* Your assignment *
Print the records below exactly, leaving out nothing.

=====

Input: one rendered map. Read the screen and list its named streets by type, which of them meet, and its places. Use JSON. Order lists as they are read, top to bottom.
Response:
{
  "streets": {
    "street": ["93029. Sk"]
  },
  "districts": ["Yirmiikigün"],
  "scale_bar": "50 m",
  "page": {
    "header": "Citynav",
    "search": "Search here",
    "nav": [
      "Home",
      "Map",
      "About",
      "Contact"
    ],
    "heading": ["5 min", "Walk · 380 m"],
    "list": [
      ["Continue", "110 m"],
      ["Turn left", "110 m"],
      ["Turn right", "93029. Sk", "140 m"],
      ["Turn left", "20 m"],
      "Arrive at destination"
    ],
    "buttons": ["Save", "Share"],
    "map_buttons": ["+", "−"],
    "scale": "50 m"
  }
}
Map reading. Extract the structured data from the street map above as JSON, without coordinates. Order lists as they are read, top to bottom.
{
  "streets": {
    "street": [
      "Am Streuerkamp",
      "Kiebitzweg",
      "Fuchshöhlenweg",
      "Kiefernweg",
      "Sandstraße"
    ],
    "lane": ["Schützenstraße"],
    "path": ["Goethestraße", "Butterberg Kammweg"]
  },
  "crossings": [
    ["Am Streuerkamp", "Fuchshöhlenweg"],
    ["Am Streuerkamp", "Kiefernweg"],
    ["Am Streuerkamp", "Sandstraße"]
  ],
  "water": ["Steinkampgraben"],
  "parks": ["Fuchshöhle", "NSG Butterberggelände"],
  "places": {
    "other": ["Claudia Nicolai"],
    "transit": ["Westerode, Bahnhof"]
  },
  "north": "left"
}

=====

* Finished exercise *
Input: one rendered map. Read the screen and list its named streets by type, which of them meet, and its places. Use JSON. Order lists as they are read, top to bottom.
Response:
{
  "streets": {
    "street": ["93029. Sk"]
  },
  "districts": ["Yirmiikigün"],
  "scale_bar": "50 m",
  "page": {
    "header": "Citynav",
    "search": "Search here",
    "nav": [
      "Home",
      "Map",
      "About",
      "Contact"
    ],
    "heading": ["5 min", "Walk · 380 m"],
    "list": [
      ["Continue", "110 m"],
      ["Turn left", "110 m"],
      ["Turn right", "93029. Sk", "140 m"],
      ["Turn left", "20 m"],
      "Arrive at destination"
    ],
    "buttons": ["Save", "Share"],
    "map_buttons": ["+", "−"],
    "scale": "50 m"
  }
}
Map reading. Extract the structured data from the street map above as JSON, without coordinates. Order lists as they are read, top to bottom.
{
  "streets": {
    "street": [
      "Am Streuerkamp",
      "Kiebitzweg",
      "Fuchshöhlenweg",
      "Kiefernweg",
      "Sandstraße"
    ],
    "lane": ["Schützenstraße"],
    "path": ["Goethestraße", "Butterberg Kammweg"]
  },
  "crossings": [
    ["Am Streuerkamp", "Fuchshöhlenweg"],
    ["Am Streuerkamp", "Kiefernweg"],
    ["Am Streuerkamp", "Sandstraße"]
  ],
  "water": ["Steinkampgraben"],
  "parks": ["Fuchshöhle", "NSG Butterberggelände"],
  "places": {
    "other": ["Claudia Nicolai"],
    "transit": ["Westerode, Bahnhof"]
  },
  "north": "left"
}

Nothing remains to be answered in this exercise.